### Task description
In the listing below, transcribe the line that contains "I am building" and all lines following it, ending with the last line. Add nothing.

(Beginning of Provided data)

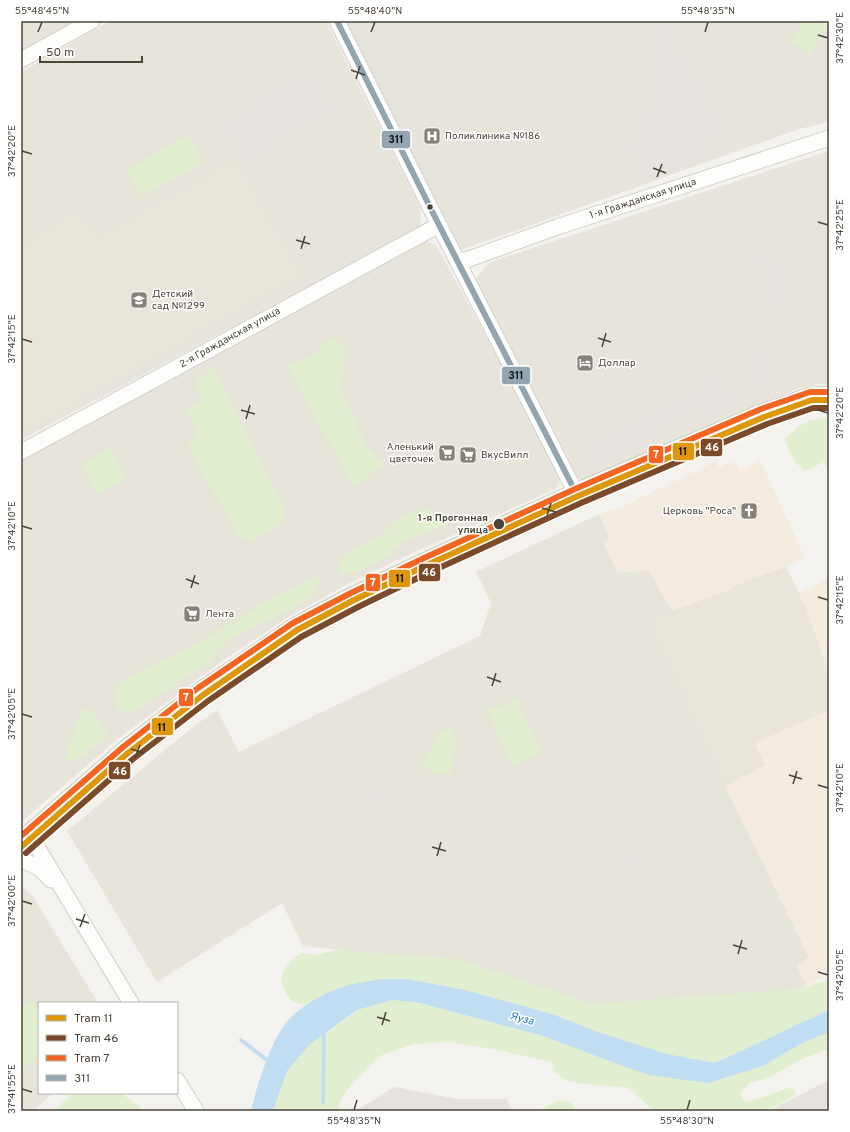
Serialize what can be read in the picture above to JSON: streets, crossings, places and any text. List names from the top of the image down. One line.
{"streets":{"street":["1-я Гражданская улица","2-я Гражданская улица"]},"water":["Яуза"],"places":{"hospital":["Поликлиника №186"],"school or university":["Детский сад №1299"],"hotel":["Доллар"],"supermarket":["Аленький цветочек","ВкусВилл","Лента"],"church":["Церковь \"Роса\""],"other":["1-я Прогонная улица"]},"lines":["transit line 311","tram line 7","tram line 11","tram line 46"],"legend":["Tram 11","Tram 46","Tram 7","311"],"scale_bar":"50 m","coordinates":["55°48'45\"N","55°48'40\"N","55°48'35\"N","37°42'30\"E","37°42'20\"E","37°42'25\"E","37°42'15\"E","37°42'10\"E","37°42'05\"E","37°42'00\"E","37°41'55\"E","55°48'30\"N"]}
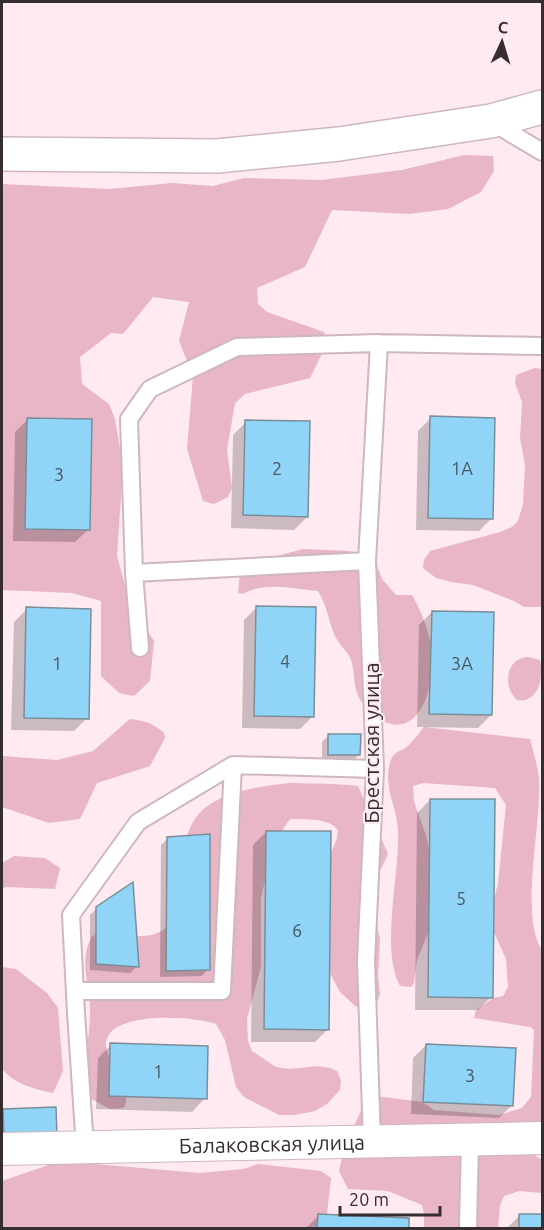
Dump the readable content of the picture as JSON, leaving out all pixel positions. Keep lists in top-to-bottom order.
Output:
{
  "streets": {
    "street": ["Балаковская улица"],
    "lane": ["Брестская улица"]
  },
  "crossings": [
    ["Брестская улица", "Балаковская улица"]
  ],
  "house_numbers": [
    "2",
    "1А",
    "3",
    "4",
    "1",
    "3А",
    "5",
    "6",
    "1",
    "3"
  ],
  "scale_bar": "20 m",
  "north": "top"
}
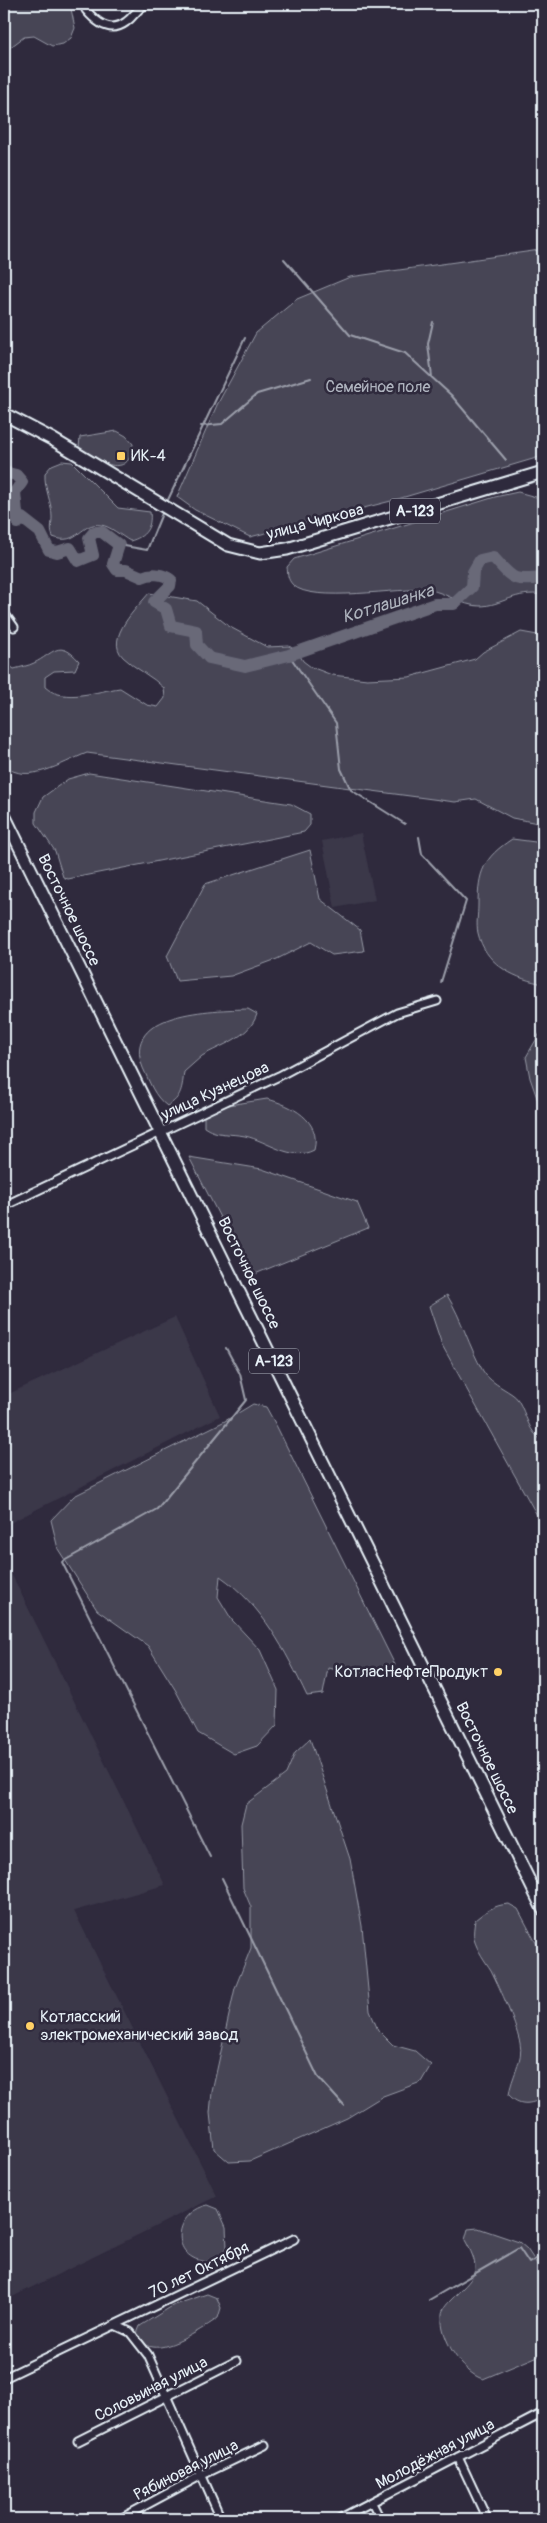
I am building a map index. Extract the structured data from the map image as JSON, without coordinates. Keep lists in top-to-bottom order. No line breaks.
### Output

(End of Provided data)

### Answer below
I am building a map index. Extract the structured data from the map image as JSON, without coordinates. Keep lists in top-to-bottom order. No line breaks.
### Output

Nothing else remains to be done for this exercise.